MATERIALS PROVIDED section start

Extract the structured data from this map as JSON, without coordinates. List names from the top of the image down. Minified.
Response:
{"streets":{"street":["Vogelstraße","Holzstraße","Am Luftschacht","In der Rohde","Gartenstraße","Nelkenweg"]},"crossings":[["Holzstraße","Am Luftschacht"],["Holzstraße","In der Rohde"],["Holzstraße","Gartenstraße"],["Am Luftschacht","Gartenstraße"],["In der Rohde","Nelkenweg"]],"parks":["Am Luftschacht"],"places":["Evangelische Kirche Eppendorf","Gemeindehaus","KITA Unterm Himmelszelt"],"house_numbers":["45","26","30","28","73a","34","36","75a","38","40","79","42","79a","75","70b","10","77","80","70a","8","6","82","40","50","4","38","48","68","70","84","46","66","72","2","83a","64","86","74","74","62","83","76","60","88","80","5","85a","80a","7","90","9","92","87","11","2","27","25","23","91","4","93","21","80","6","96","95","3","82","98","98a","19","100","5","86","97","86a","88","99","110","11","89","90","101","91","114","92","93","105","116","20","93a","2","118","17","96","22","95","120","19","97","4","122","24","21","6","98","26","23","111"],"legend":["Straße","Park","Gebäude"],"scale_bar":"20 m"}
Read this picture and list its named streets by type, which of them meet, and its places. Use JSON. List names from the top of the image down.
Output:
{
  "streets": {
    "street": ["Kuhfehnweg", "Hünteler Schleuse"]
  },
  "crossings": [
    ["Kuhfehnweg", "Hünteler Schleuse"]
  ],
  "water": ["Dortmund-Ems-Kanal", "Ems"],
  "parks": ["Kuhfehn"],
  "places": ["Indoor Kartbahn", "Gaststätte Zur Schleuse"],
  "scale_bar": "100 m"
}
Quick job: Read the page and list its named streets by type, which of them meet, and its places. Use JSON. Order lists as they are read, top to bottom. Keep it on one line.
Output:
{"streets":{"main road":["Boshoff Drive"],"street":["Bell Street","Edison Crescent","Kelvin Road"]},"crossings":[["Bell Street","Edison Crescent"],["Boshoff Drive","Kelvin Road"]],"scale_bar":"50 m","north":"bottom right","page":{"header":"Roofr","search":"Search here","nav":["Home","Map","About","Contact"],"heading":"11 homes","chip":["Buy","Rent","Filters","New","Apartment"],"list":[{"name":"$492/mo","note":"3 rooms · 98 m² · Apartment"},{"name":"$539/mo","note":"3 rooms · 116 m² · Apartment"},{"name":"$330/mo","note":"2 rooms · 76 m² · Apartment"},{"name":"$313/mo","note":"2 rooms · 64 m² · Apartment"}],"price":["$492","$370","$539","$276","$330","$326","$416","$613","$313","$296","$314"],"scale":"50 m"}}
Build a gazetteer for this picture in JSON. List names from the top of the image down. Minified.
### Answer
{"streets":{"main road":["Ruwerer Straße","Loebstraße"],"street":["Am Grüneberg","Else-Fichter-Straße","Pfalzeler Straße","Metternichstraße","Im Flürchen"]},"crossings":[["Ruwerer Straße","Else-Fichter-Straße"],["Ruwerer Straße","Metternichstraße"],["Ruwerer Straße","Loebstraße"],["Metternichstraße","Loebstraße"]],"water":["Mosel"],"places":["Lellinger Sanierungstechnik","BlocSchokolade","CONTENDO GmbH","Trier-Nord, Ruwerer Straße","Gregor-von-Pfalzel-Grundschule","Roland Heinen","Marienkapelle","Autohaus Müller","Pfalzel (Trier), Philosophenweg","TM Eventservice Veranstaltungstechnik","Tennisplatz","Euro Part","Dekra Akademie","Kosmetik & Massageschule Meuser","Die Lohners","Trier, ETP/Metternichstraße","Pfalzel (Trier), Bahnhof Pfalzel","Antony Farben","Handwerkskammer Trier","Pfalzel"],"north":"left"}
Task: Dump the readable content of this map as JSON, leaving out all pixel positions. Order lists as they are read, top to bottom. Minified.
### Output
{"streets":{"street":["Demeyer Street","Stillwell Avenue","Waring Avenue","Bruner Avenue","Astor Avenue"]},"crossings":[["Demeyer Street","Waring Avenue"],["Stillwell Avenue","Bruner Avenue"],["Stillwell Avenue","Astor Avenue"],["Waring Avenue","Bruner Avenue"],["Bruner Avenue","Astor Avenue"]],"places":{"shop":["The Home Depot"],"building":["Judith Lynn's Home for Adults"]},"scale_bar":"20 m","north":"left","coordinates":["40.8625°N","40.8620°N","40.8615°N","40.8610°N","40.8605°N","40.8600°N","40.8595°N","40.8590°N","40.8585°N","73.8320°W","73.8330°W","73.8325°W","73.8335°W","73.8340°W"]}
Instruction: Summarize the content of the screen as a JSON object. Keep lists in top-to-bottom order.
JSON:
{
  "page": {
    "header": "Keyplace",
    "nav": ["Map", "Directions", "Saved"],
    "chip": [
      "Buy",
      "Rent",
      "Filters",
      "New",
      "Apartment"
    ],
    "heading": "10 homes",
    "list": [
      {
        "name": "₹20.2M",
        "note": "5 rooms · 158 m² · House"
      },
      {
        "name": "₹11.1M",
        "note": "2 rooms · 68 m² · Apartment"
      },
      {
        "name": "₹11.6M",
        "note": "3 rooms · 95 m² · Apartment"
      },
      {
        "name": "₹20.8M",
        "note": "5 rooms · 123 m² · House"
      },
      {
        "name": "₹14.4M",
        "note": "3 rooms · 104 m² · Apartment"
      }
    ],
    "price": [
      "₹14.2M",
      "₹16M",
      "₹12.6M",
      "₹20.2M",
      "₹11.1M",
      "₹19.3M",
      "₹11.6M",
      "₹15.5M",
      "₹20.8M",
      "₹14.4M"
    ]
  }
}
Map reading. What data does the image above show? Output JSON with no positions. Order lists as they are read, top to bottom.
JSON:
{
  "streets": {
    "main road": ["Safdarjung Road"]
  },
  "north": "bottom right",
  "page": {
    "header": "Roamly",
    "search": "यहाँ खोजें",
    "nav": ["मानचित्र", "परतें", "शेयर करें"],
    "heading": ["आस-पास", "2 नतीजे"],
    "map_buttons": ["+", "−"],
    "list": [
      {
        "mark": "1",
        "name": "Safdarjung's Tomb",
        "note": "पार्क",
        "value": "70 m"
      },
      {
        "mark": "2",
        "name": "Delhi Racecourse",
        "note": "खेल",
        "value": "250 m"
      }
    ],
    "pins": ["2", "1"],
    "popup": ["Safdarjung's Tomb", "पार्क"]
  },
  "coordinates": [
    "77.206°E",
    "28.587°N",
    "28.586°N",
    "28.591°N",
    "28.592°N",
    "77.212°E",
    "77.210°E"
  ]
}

MATERIALS PROVIDED section end

◆ WHAT IS NEEDED
The required output is the entries from their opening line through the line holding "Quick job: Read", repeated exactly, with both end lines kept.

◆ TASK ANSWER
Extract the structured data from this map as JSON, without coordinates. List names from the top of the image down. Minified.
Response:
{"streets":{"street":["Vogelstraße","Holzstraße","Am Luftschacht","In der Rohde","Gartenstraße","Nelkenweg"]},"crossings":[["Holzstraße","Am Luftschacht"],["Holzstraße","In der Rohde"],["Holzstraße","Gartenstraße"],["Am Luftschacht","Gartenstraße"],["In der Rohde","Nelkenweg"]],"parks":["Am Luftschacht"],"places":["Evangelische Kirche Eppendorf","Gemeindehaus","KITA Unterm Himmelszelt"],"house_numbers":["45","26","30","28","73a","34","36","75a","38","40","79","42","79a","75","70b","10","77","80","70a","8","6","82","40","50","4","38","48","68","70","84","46","66","72","2","83a","64","86","74","74","62","83","76","60","88","80","5","85a","80a","7","90","9","92","87","11","2","27","25","23","91","4","93","21","80","6","96","95","3","82","98","98a","19","100","5","86","97","86a","88","99","110","11","89","90","101","91","114","92","93","105","116","20","93a","2","118","17","96","22","95","120","19","97","4","122","24","21","6","98","26","23","111"],"legend":["Straße","Park","Gebäude"],"scale_bar":"20 m"}
Read this picture and list its named streets by type, which of them meet, and its places. Use JSON. List names from the top of the image down.
Output:
{
  "streets": {
    "street": ["Kuhfehnweg", "Hünteler Schleuse"]
  },
  "crossings": [
    ["Kuhfehnweg", "Hünteler Schleuse"]
  ],
  "water": ["Dortmund-Ems-Kanal", "Ems"],
  "parks": ["Kuhfehn"],
  "places": ["Indoor Kartbahn", "Gaststätte Zur Schleuse"],
  "scale_bar": "100 m"
}
Quick job: Read the page and list its named streets by type, which of them meet, and its places. Use JSON. Order lists as they are read, top to bottom. Keep it on one line.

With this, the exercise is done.